The torque acting on the loop in a magnetic field is obtained from the vector relation

$$\vec \tau = \vec \mu \times \vec B,$$

and the magnetic potential energy is

$$U = -\vec \mu\cdot\vec B = -\mu B\cos\theta,$$

where $$\theta$$ is the angle between $$\vec \mu$$ and $$\vec B$$. Stable equilibrium occurs when the potential energy is minimum, i.e. when $$\theta = 0^\circ$$ so that $$\vec \mu$$ is parallel to $$\vec B$$. Unstable equilibrium corresponds to $$\theta = 180^\circ$$, and any other angle produces a restoring torque that tends to rotate the loop toward $$\theta = 0^\circ$$.

We now examine each orientation given in the options.

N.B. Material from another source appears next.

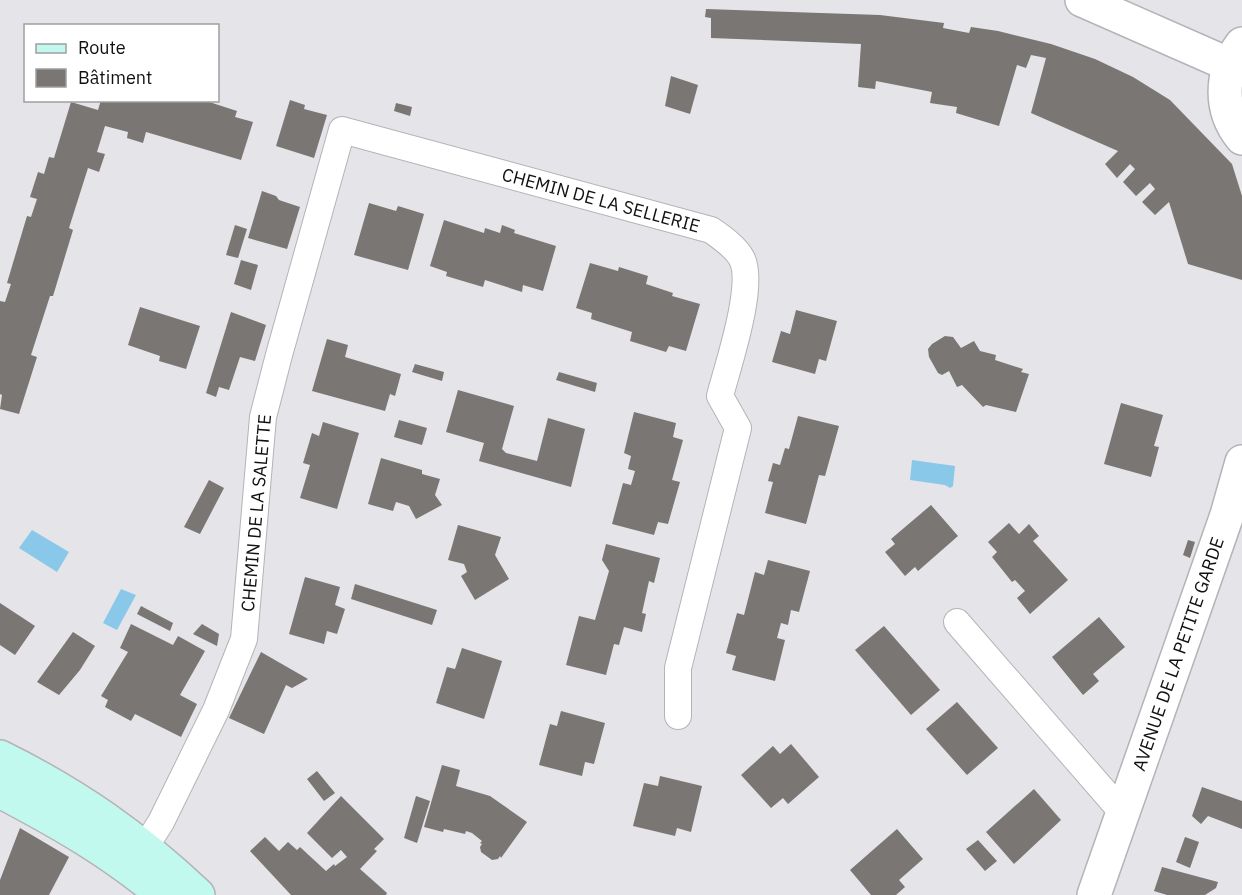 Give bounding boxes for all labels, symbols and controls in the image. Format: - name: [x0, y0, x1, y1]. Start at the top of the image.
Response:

Option A. The loop lies in the $$XZ$$ plane. A plane perpendicular to $$\hat n$$ equal to $$\pm\hat j$$ (along $$\pm Y$$). Thus $$\theta = 90^\circ$$ and

$$U = -\mu B \cos 90^\circ = 0,\qquad \tau = \mu B \sin 90^\circ = \mu B \neq 0.$$

With non-zero torque and zero slope in potential, the loop is driven toward alignment with $$\vec B$$; this is not a position of stable equilibrium.

Option B. The geometry is the same as in Option A; only the sense of current (and hence the sign of $$\hat n$$) is reversed. The moment still points along $$\pm Y$$, so $$\theta = 90^\circ$$, giving the same $$U=0$$ and a non-zero torque. This too is not a stable configuration.

Option C. The loop lies in the $$XY$$ plane, and the current circulates a-b-c-d. By the right-hand rule the thumb points along $$+\hat k$$, i.e. $$\vec \mu = +\mu\,\hat k$$. Therefore

$$\theta = 0^\circ,\qquad U = -\mu B \cos 0^\circ = -\mu B = -0.06 \times 0.3 = -0.018\ \text{J}.$$

This is the minimum attainable potential energy, so any small disturbance will be opposed by a restoring torque. Hence this orientation represents stable equilibrium.

Option D. The loop is again in the $$XY$$ plane but the current is reversed (a-d-c-b), giving $$\vec \mu = -\mu\,\hat k$$. Now

$$\theta = 180^\circ,\qquad U = -\mu B \cos 180^\circ = +\mu B = +0.018\ \text{J}.$$

This is the maximum potential energy, corresponding to an unstable equilibrium.

Comparing all four possibilities, only Option C provides $$\vec \mu$$ parallel to $$\vec B$$ and therefore minimum potential energy.

Hence, the correct answer is Option C.